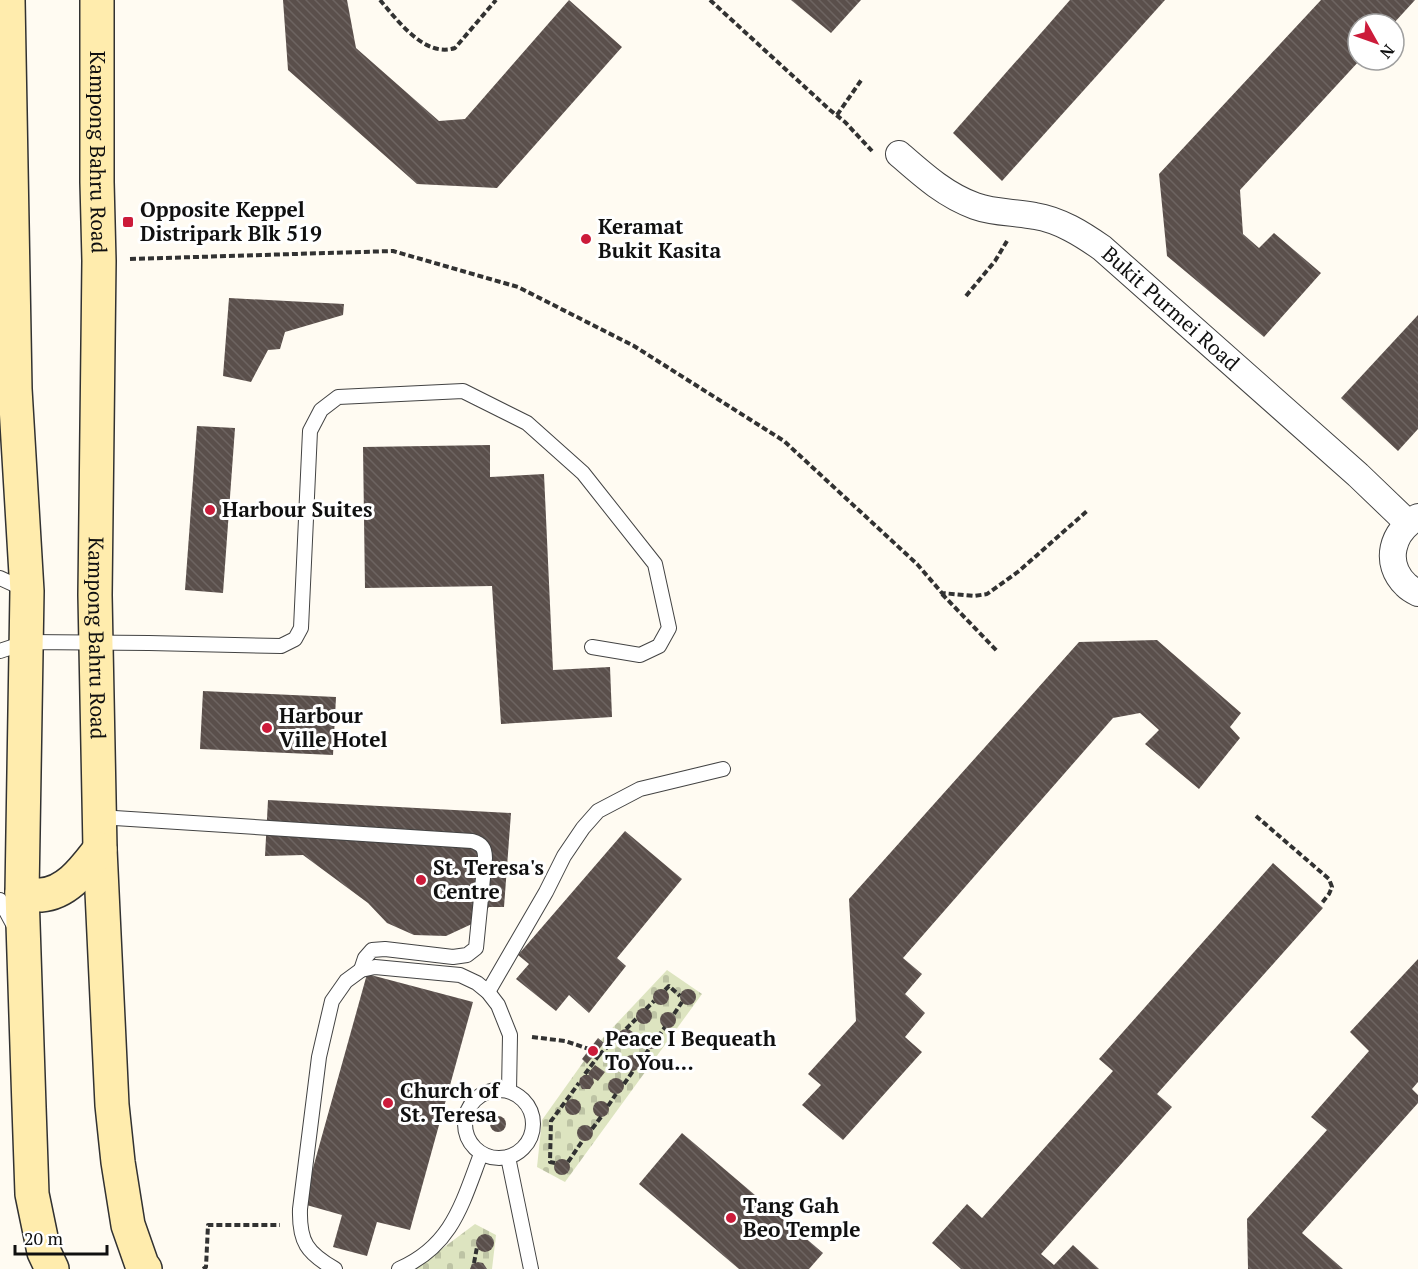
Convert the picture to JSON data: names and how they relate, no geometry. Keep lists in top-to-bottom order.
{
  "streets": {
    "main road": ["Kampong Bahru Road"],
    "street": ["Bukit Purmei Road"]
  },
  "places": {
    "transit": ["Opposite Keppel Distripark Blk 519"],
    "other": [
      "Keramat Bukit Kasita",
      "Harbour Suites",
      "Harbour Ville Hotel",
      "St. Teresa's Centre",
      "Peace I Bequeath To You...",
      "Church of St. Teresa",
      "Tang Gah Beo Temple"
    ]
  },
  "scale_bar": "20 m",
  "north": "bottom right"
}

═══

Without the pictures, write out every line above exactly as it appears.

■ **Answer to this exercise**
Convert the picture to JSON data: names and how they relate, no geometry. Keep lists in top-to-bottom order.
{
  "streets": {
    "main road": ["Kampong Bahru Road"],
    "street": ["Bukit Purmei Road"]
  },
  "places": {
    "transit": ["Opposite Keppel Distripark Blk 519"],
    "other": [
      "Keramat Bukit Kasita",
      "Harbour Suites",
      "Harbour Ville Hotel",
      "St. Teresa's Centre",
      "Peace I Bequeath To You...",
      "Church of St. Teresa",
      "Tang Gah Beo Temple"
    ]
  },
  "scale_bar": "20 m",
  "north": "bottom right"
}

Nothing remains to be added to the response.